Pakar Hukum Setuju Revisi UU KPK
Badan Legislasi (Baleg) DPR RI mengundang pakar hukum pidana Prof. DR. Romli Atmasasmita dan Prof. DR. Andi Hamzah terkait dengan revisi/perubahan atas RUU Komisi Pemberantasan Tindak Pidana Korupsi (KPK).
“Jadi pada prinsipnya kita undang beliau ini karena punya kompetensi terhadap lahirnya UU KPK dan pembentukan KPK sehingga mempunyai satu tanggung jawab moral terhadap UU ini,” jelas Firman saat ditanyai perihal mekanisme dalam mengundang nara sumber saat rapat di Gedung Nusantara I, Selasa (10/2).
Romli Atmasasmita yang juga merupakan arsitek pembentukan KPK menyetujui perubahan terhadap UU No. 30 Tahun 2002 tentang Komisi Pemberantasan Tindak Pidana Korupsi. “Harapan kita waktu itu muncullah anak bangsa yang punya integritas penuh, professional dan akuntabel namun perjalanannya tidak seperti yang diharapkan,” ujar Romli.

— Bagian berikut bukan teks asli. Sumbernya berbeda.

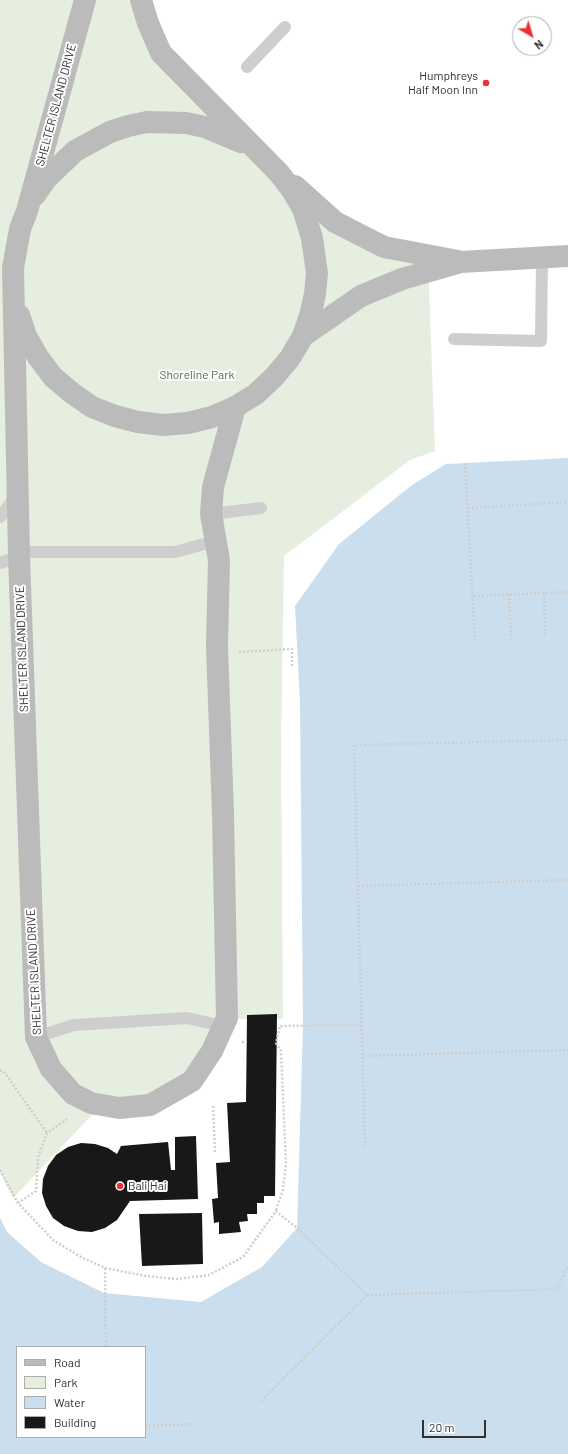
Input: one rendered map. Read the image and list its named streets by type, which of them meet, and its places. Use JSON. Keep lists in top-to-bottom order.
{
  "streets": {
    "street": ["SHELTER ISLAND DRIVE"]
  },
  "parks": ["Shoreline Park"],
  "places": ["Humphreys Half Moon Inn", "Bali Hai"],
  "legend": [
    "Road",
    "Park",
    "Water",
    "Building"
  ],
  "scale_bar": "20 m",
  "north": "bottom right"
}
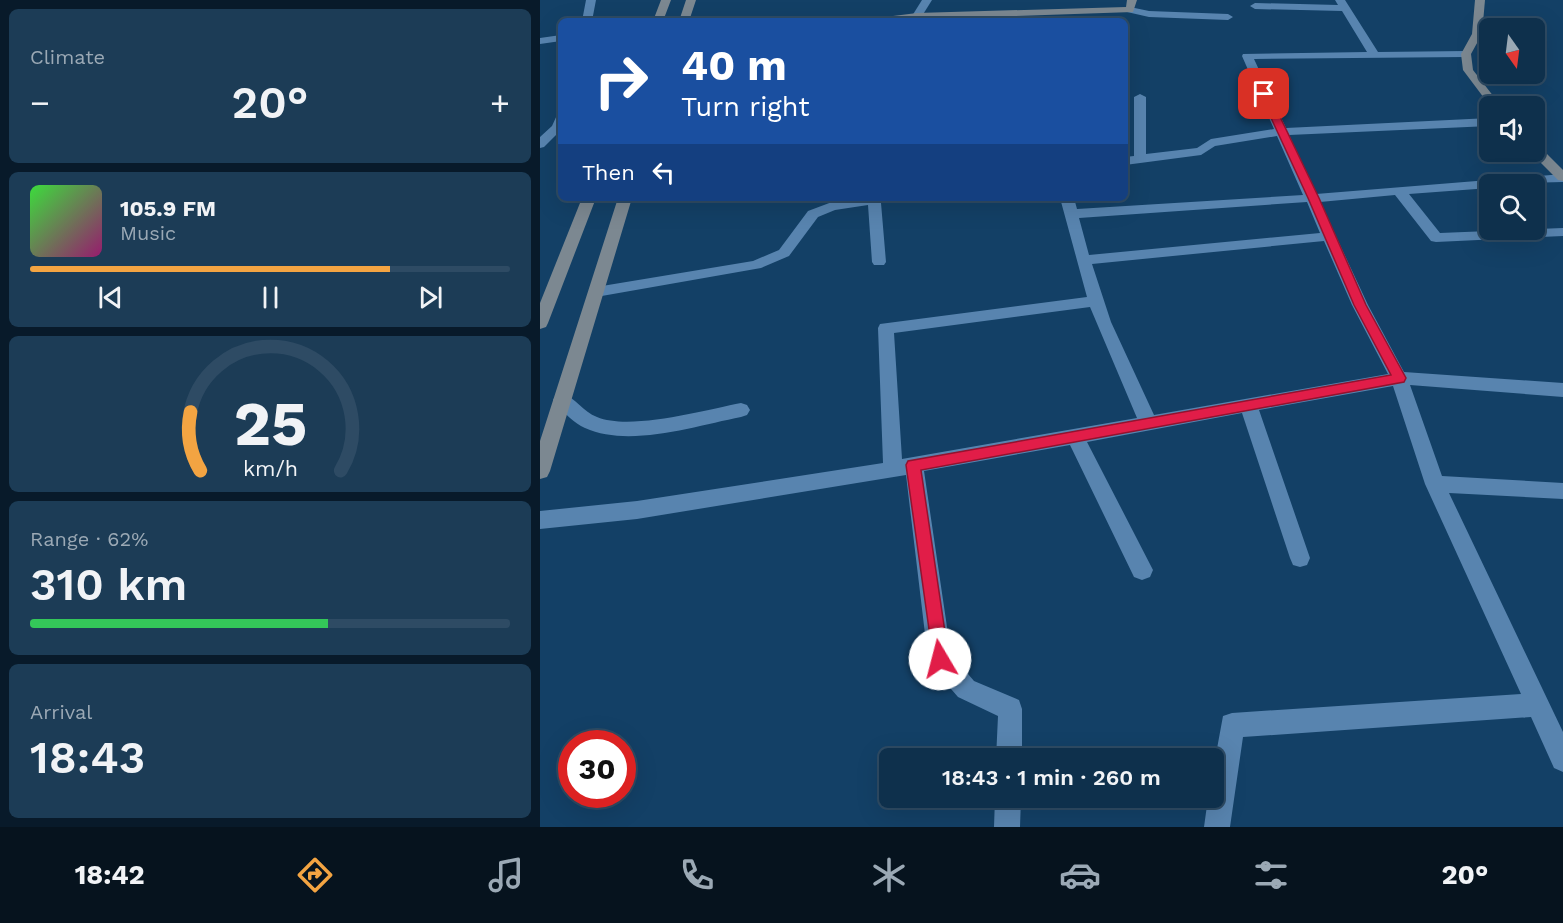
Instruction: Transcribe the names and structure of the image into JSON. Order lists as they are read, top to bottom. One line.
{"north":"bottom","page":{"tile":["Climate",["Range · 62%","310 km"],["Arrival","18:43"]],"turn":["40 m","Turn right"],"heat":["−","20°","+"],"then":"Then","song":["105.9 FM","Music"],"limit":"30","trip":"18:43 · 1 min · 260 m","tabs":["18:42","20°"],"gauge":["25","km/h"]}}
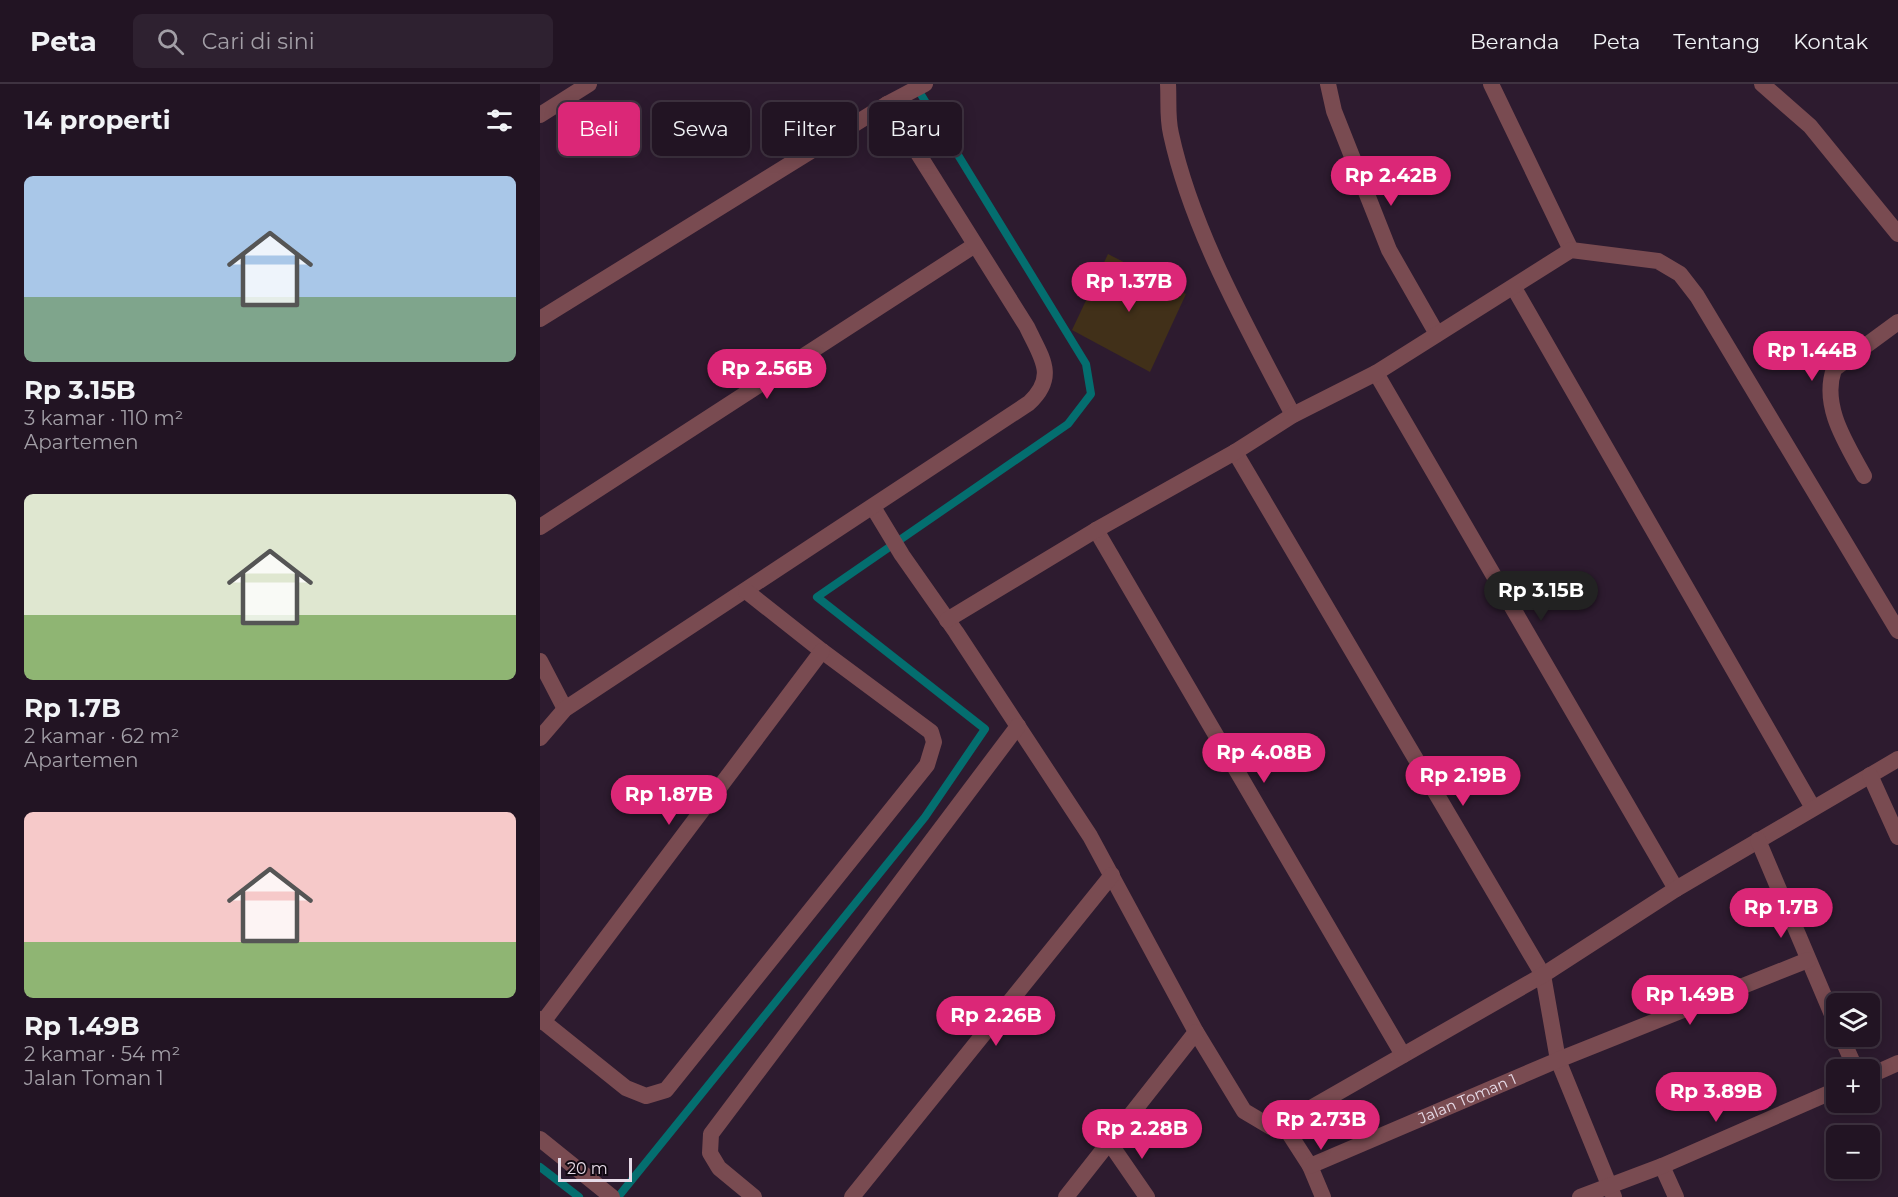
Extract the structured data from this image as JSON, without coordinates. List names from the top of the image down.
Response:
{
  "streets": {
    "street": ["Jalan Toman 1"]
  },
  "scale_bar": "20 m",
  "page": {
    "header": "Peta",
    "search": "Cari di sini",
    "nav": [
      "Beranda",
      "Peta",
      "Tentang",
      "Kontak"
    ],
    "heading": "14 properti",
    "chip": [
      "Beli",
      "Sewa",
      "Filter",
      "Baru"
    ],
    "list": [
      {
        "name": "Rp 3.15B",
        "note": "3 kamar · 110 m² · Apartemen"
      },
      {
        "name": "Rp 1.7B",
        "note": "2 kamar · 62 m² · Apartemen"
      },
      {
        "name": "Rp 1.49B",
        "note": "2 kamar · 54 m² · Jalan Toman 1"
      }
    ],
    "price": [
      "Rp 2.42B",
      "Rp 1.37B",
      "Rp 1.44B",
      "Rp 2.56B",
      "Rp 3.15B",
      "Rp 4.08B",
      "Rp 2.19B",
      "Rp 1.87B",
      "Rp 1.7B",
      "Rp 1.49B",
      "Rp 2.26B",
      "Rp 3.89B",
      "Rp 2.73B",
      "Rp 2.28B"
    ],
    "map_buttons": ["+", "−"],
    "scale": "20 m"
  }
}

Ia juga menyetujui terhadap perubahan empat poin dalam RUU KPK yakni Mekanisme Penyadapan, Dewan Pengawas, Pembentukan Penyelidik dan Penyidik dan Kewenangan KPK untuk mengeluarkan Surat Perintah Penghentian Penyedikian dan Penuntutan (SP3). Perlu semua diubah, lebih dari empat pun tidak masalah demi perbaikan. Khususnya pembentukan dewan pengawas yang sebaiknya diluar struktur organisasi KPK dan bertanggung jawab langsung kepada Presiden.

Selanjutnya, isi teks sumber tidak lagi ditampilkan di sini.